▸ THE PROBLEM
Transcribe only the lines of the listing below from the one holding "c.lineJoin = 'round';" through the one holding "c.font = font", inclusive, without any change.

▸ EXTRACTED INFORMATION
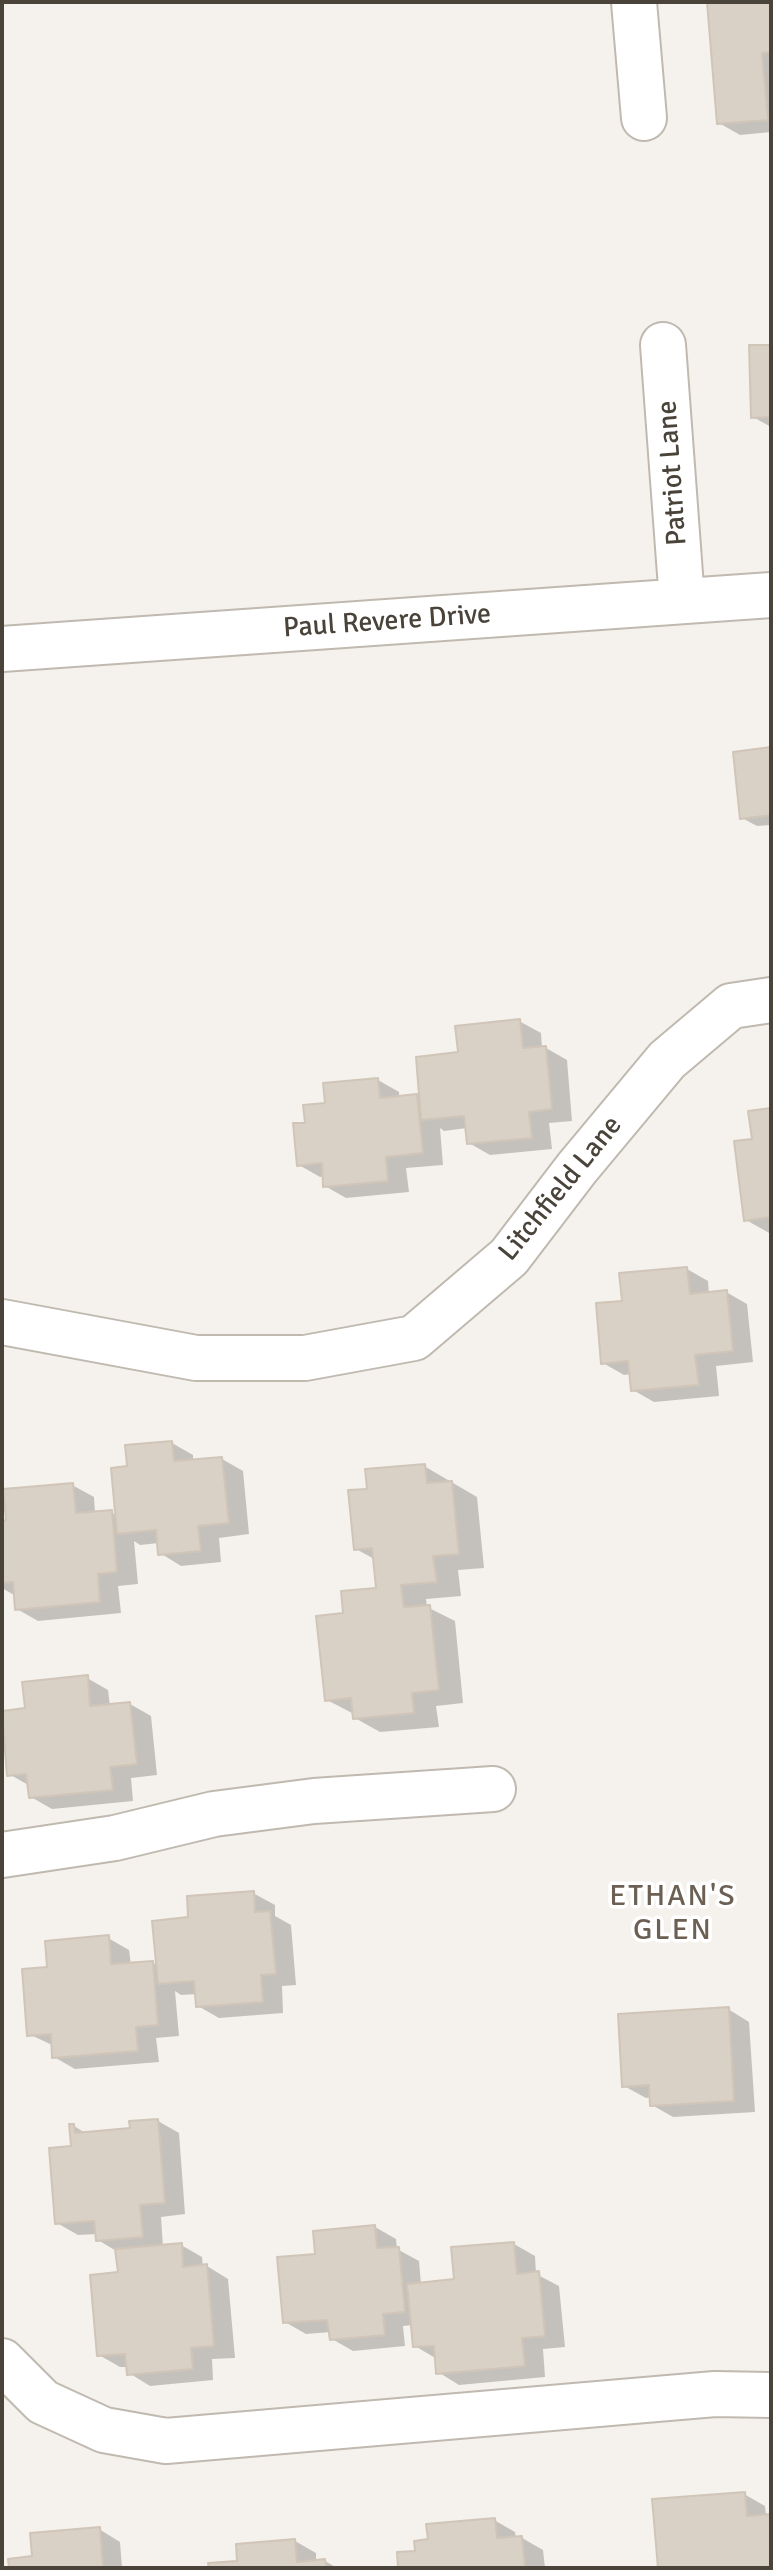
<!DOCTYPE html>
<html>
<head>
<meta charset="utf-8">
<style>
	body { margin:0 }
	#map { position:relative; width:773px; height:2570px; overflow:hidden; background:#f5f2ed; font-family:Signika,sans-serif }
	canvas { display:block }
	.frame { position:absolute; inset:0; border:4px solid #49433a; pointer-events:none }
</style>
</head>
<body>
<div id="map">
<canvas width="773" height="2570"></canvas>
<div class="frame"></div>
</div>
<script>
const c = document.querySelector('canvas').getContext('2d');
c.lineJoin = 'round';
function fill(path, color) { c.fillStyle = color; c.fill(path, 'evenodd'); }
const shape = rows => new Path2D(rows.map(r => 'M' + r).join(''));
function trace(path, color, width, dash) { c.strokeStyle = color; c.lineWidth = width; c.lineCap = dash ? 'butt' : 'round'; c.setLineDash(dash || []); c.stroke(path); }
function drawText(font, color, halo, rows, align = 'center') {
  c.font = font + ' Signika,sans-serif'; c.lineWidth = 7; c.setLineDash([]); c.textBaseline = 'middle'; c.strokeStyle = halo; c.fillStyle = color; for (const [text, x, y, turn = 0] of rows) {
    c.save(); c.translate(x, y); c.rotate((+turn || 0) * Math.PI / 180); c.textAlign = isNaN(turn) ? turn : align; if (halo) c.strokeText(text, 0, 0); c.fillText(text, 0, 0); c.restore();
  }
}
fill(shape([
	[709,2,771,2,771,132,740,135,719,123],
	[771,347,771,427,753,417],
	[771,749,771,825,757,826,742,818],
	[519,1021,541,1033,542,1048,546,1048,567,1060,572,1121,549,1123,552,1149,490,1155,469,1143,467,1128,444,1131,440,1128,443,1165,406,1168,409,1192,346,1198,325,1186,324,1176,320,1177,299,1165,307,1124,327,1105,378,1080,399,1092,399,1098,416,1096,421,1099,460,1054],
	[771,1110,771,1234,746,1220,754,1141],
	[687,1269,708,1281,709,1294,726,1292,747,1304,753,1362,716,1366,719,1396,654,1402,633,1390,631,1374,624,1375,603,1363,624,1302],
	[172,1443,193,1455,193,1462,222,1459,243,1471,249,1534,219,1538,221,1562,181,1566,160,1553,159,1543,140,1545,134,1541,138,1584,118,1586,121,1613,38,1621,17,1609,14,1595,2,1588,2,1523,72,1485,94,1497,95,1514,111,1512,117,1516,129,1468],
	[424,1466,477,1497,484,1568,458,1570,461,1596,426,1599,427,1607,455,1621,463,1703,436,1706,439,1727,380,1732,355,1718,354,1714,327,1700,345,1615,379,1589,376,1560,356,1549,369,1491],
	[87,1678,108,1690,110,1706,130,1704,151,1716,157,1775,131,1778,133,1801,52,1809,31,1797,30,1786,9,1774,27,1710],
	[253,1893,275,1905,275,1916,291,1925,296,1985,282,1986,283,2013,219,2018,198,2006,197,1994,181,1995,175,1991,179,2036,156,2038,159,2062,75,2069,54,2057,54,2046,29,2034,50,1969,108,1938,129,1950,131,1965,153,1963,159,1966,190,1919],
	[728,2009,749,2022,755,2112,673,2117,652,2105,651,2097,646,2098,624,2086],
	[158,2121,179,2133,185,2214,161,2217,163,2247,181,2245,202,2257,203,2267,207,2266,228,2279,235,2358,212,2359,213,2380,150,2386,129,2373,128,2367,120,2367,99,2355,120,2274,118,2252,98,2240,97,2234,78,2235,57,2223,73,2148,74,2126,87,2134,133,2130],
	[375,2227,396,2239,397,2249,419,2261,421,2284,456,2281,514,2244,535,2256,536,2274,559,2286,565,2347,543,2349,545,2377,459,2385,438,2372,437,2359,415,2346,413,2325,403,2326,405,2346,353,2351,332,2339,331,2332,306,2334,285,2322,317,2256],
	[744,2494,765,2506,766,2516,771,2516,771,2568,660,2568],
	[494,2520,515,2532,516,2538,522,2538,543,2550,545,2568,400,2568,417,2553],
	[99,2529,120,2542,122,2568,11,2568],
	[295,2541,316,2553,316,2562,325,2561,337,2568,211,2568,240,2562]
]), '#0003');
const building = shape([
	[707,2,771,2,771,52,762,53,768,120,717,124,707,2],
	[749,345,771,345,771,417,751,418,749,345],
	[771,747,771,815,740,819,733,752,771,747],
	[520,1019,523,1048,546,1046,552,1109,529,1112,532,1138,467,1144,464,1116,421,1120,416,1057,458,1052,455,1026,520,1019],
	[378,1078,380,1098,417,1094,423,1153,386,1157,388,1181,323,1187,322,1163,297,1166,293,1123,305,1123,303,1105,325,1103,323,1083,378,1078],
	[771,1108,771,1217,744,1221,734,1141,752,1139,748,1111,771,1108],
	[687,1267,690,1294,727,1290,733,1351,695,1355,699,1385,631,1391,628,1361,601,1364,596,1303,622,1301,619,1273,687,1267],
	[172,1441,174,1461,222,1457,229,1523,198,1526,201,1551,158,1555,156,1530,117,1534,111,1468,127,1466,125,1445,172,1441],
	[425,1464,427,1483,452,1481,459,1554,433,1556,437,1582,401,1585,404,1607,430,1605,439,1690,412,1693,414,1713,353,1719,351,1698,325,1701,316,1616,343,1613,341,1591,376,1588,372,1548,354,1550,348,1490,367,1489,365,1469,425,1464],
	[73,1483,76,1513,112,1510,117,1572,98,1574,100,1602,15,1610,13,1582,2,1583,2,1521,6,1520,3,1489,73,1483],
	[88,1675,90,1706,130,1702,137,1764,110,1767,113,1790,29,1798,26,1774,7,1776,2,1711,25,1708,22,1682,88,1675],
	[254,1891,255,1912,270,1911,276,1974,261,1975,263,2002,196,2007,194,1981,158,1984,152,1921,188,1917,187,1896,254,1891],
	[109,1935,111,1964,153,1961,158,2025,136,2027,138,2051,52,2058,51,2034,27,2036,22,1969,47,1967,45,1941,109,1935],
	[729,2007,734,2101,650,2106,649,2085,622,2087,618,2014,729,2007],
	[158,2119,165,2203,140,2205,143,2237,96,2241,94,2221,55,2224,49,2148,71,2146,69,2124,74,2124,75,2133,130,2128,129,2121,158,2119],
	[375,2225,377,2248,399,2247,405,2312,383,2314,385,2335,330,2340,327,2320,283,2323,277,2257,315,2254,313,2231,375,2225],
	[514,2242,517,2274,539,2271,545,2336,522,2338,525,2366,436,2374,434,2346,413,2347,407,2284,454,2279,451,2247,514,2242],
	[182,2243,183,2267,207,2264,214,2346,191,2348,193,2369,127,2375,125,2354,97,2356,90,2275,118,2272,115,2249,182,2243],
	[745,2492,747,2516,771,2514,771,2568,658,2568,652,2499,745,2492],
	[495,2518,497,2538,522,2536,525,2568,398,2568,397,2552,415,2551,414,2541,428,2539,426,2524,495,2518],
	[100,2527,103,2568,9,2568,8,2559,32,2556,30,2533,100,2527],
	[295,2539,297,2562,325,2559,326,2568,209,2568,208,2563,237,2561,236,2544,295,2539]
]);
fill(building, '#d9d0c6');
trace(building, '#d0c5b7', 2);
const minor = shape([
	[634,2,644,118],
	[663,345,682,601],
	[2,649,771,595],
	[2,1322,196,1358,305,1358,414,1338,509,1257,577,1168,667,1060,731,1006,771,1000],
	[2,1855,115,1838,214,1814,314,1801,493,1789],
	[2,2361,43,2402,104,2430,166,2441,715,2394,771,2395]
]);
trace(minor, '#c0b9b0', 48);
trace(minor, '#fff', 44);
drawText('28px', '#49433a', '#fff', [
	["Patriot Lane",673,473,-94],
	["Paul Revere Drive",387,622,-4],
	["Litchfield Lane",561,1189,-51]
]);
c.letterSpacing = '2px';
drawText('30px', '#6b6053', '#fff', [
	["ETHAN'S",673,1897],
	["GLEN",673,1931]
]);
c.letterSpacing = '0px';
</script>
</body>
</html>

▸ RESPONSE FOR THIS EXERCISE
c.lineJoin = 'round';
function fill(path, color) { c.fillStyle = color; c.fill(path, 'evenodd'); }
const shape = rows => new Path2D(rows.map(r => 'M' + r).join(''));
function trace(path, color, width, dash) { c.strokeStyle = color; c.lineWidth = width; c.lineCap = dash ? 'butt' : 'round'; c.setLineDash(dash || []); c.stroke(path); }
function drawText(font, color, halo, rows, align = 'center') {
  c.font = font + ' Signika,sans-serif'; c.lineWidth = 7; c.setLineDash([]); c.textBaseline = 'middle'; c.strokeStyle = halo; c.fillStyle = color; for (const [text, x, y, turn = 0] of rows) {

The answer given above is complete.